PERS IP Gelar Diskusi Polemik Revisi UU KPK

Pemberantasan Korupsi saat ini dalam masa yang suram. Revisi UU Komisi Pemberantasan Korupsi (KPK) yang disahkan pada rapat paripurna 19 September 2019 lalu  memberikan ruang bagi pelemahan KPK secara sistematis dan konstitusional. Bagi gerakan masyarakat sipil, revisi UU KPK sangat melemahkan KPK sebagai institusi paling dipercaya dalam pemberantasan korupsi. Ini adalah lonceng kemunduran bagi agenda pemberantasan korupsi di Indonesia.

Fakta itulah yang berusaha dibedah lebih mendalam dalam diskusi rutin Pecinta Riset dan Menulis (Pers) IP UMM, Jum’at (28/09/2019). Diskusi yang mengambil tema ’’Polemik Revisi UU KPK’’ difasilitasi oleh Ach. Apriyanto Romadhan, S.IP.,M.Si - Dosen Program Studi Ilmu Pemerintahan. Diskusi akademik ini berusaha memotret dimensi politik dibalik pengesahan Revisi UU KPK. Apriyanto Romadhan menyorot semakin banyaknya kewenangan–kewenangan khusus yang diamputasi melalui Revisi UU KPK. Sebagai contoh ijin penyadapan melalui dewan pengawas rentan dengan kebocoran informasi. Belum lagi adanya Surat Perintah Penghentian Penyidikan Kasus (SP3) yang akan membuat kasus-kasus korupsi besar yang notabene pembuktianya butuh waktu panjang dan proses politik tingkat tinggi berpotensi dihentikan.

Bagi Apriyanto Romadhan yang fokus mengkaji dinamika politik nasional dan lokal, Revisi UU KPK merupakan keberhasilan perlawanan balik dari pihak-pihak yang tidak suka dengan KPK. DPR dalam hal ini bisa dipahami mengingat banyaknya rekan-rekan mereka baik di DPR maupun di DPRD yang terjerat KPK. Celakanya presiden Jokowi yang sangat diharapkan menjadi kekuatan terakhir untuk melindungi KPK justru menyetujui revisi tersebut. Jokowi terjebak pada tekanan kekuatan-kekuatan oligarki politik yang memang ingin melemahkan KPK.

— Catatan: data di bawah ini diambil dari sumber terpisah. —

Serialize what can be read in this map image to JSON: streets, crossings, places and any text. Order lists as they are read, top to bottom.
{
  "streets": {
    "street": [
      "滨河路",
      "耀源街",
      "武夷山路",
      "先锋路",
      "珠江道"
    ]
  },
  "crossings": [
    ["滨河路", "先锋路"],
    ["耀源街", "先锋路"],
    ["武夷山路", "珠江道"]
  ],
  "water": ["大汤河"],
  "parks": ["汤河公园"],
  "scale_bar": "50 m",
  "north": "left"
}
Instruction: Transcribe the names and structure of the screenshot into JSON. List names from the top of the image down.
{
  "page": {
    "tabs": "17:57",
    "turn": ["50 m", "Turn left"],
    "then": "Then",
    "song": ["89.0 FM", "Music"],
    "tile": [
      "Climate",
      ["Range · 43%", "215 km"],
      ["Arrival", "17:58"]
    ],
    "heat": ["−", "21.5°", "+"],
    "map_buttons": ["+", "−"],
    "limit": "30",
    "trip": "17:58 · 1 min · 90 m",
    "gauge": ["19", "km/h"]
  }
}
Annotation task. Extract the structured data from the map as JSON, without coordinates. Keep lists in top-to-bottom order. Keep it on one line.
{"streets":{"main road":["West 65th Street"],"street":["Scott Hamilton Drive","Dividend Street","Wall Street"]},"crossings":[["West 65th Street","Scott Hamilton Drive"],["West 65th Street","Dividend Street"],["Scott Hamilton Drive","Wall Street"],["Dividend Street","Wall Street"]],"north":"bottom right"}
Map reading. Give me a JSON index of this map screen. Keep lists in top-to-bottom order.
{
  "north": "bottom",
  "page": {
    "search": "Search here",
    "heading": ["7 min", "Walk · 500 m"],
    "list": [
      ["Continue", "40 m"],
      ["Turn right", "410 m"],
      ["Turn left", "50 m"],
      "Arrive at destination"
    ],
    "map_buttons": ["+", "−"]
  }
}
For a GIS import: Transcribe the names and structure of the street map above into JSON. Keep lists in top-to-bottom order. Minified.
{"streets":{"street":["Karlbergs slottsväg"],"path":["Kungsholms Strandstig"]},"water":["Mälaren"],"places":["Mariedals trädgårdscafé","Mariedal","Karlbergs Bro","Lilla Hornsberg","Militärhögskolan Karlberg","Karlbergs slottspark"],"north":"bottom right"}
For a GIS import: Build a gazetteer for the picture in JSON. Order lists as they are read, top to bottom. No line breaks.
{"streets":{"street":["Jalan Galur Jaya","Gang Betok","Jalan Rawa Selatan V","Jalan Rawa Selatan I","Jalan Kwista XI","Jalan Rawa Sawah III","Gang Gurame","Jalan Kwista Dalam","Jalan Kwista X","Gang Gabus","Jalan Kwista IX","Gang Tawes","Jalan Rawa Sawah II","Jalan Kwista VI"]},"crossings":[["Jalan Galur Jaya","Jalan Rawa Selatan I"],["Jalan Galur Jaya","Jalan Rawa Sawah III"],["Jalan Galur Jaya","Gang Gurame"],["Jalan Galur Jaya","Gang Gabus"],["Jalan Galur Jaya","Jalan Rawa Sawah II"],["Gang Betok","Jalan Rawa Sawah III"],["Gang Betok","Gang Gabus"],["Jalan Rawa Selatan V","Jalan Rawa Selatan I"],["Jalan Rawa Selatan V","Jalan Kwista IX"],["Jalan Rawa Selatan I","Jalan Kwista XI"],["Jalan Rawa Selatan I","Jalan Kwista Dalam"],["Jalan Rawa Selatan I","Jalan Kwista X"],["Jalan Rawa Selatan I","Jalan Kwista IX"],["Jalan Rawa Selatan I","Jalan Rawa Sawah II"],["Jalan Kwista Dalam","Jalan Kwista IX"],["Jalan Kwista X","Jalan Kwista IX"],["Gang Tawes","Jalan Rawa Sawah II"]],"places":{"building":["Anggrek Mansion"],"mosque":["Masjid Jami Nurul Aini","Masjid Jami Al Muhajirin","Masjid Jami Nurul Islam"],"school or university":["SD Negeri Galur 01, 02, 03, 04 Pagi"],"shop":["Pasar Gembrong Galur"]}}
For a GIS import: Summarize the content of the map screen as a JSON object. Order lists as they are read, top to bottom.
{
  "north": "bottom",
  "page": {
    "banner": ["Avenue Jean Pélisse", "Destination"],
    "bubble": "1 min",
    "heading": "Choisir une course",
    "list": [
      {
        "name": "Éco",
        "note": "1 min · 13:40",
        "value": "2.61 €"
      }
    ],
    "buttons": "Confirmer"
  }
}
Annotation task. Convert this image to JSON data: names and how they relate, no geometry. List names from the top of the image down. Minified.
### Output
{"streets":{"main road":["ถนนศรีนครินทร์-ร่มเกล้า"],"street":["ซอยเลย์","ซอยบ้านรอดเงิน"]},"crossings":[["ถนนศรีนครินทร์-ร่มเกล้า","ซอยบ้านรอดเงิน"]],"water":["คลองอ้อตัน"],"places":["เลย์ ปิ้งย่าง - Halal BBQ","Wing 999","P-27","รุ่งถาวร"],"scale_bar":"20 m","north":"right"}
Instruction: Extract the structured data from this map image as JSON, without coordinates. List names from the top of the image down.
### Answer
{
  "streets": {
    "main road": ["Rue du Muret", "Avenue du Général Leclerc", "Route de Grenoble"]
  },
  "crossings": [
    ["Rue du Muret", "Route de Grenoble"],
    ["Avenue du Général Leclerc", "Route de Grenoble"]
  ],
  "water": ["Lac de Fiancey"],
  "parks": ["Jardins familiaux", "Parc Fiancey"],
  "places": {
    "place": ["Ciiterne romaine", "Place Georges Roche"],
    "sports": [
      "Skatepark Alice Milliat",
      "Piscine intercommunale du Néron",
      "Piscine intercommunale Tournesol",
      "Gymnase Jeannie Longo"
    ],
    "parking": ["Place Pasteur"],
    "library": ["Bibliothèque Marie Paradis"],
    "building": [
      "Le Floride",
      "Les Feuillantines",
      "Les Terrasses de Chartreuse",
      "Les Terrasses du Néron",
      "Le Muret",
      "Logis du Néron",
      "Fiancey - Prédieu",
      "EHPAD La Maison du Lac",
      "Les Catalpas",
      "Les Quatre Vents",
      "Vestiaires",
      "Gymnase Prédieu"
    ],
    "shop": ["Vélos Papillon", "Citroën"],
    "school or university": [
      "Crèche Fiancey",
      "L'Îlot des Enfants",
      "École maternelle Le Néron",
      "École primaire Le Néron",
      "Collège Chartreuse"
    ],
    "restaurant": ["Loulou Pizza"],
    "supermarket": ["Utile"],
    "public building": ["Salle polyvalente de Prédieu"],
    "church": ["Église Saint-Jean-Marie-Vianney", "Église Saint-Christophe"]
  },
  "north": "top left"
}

Diskusi ini berlangsung menarik. Argumentasi Apriyanto Romadhan memantik kajian lebih serius khususnya menyangkut bentuk perlawananan terhadap upaya pelemahan korupsi. Demonstrasi jalanan adalah salah satu tekanan rasional yang bisa diberikan gerakan masyarakat sipil khususnya mahasiswa pada kekuasaan. Mahasiswa perlu bergerak untuk menentang tirani kekuasaan yang semakin nampak. Mahasiswa sebagai Agent of Change dan Social Control menjadi simbol perjuangan ditengah persekongkolan jahat elit-elit oligarki dan kekuasaan. Maka dengan itu, diskusi ini sepakat bahwa mahasiswa perlu melakukan gerakan perlawanan yang bisa digunakan dengan banyak cara. Demontrasi sebagai gerakan masa memang sangat perlu namun gerakan-gerakan lain juga dapat digunakan seperti menulis opini di Media masa dan elektronik, melakukan Judicial Review ke Mahkamah Konstitusi dan lain-lain.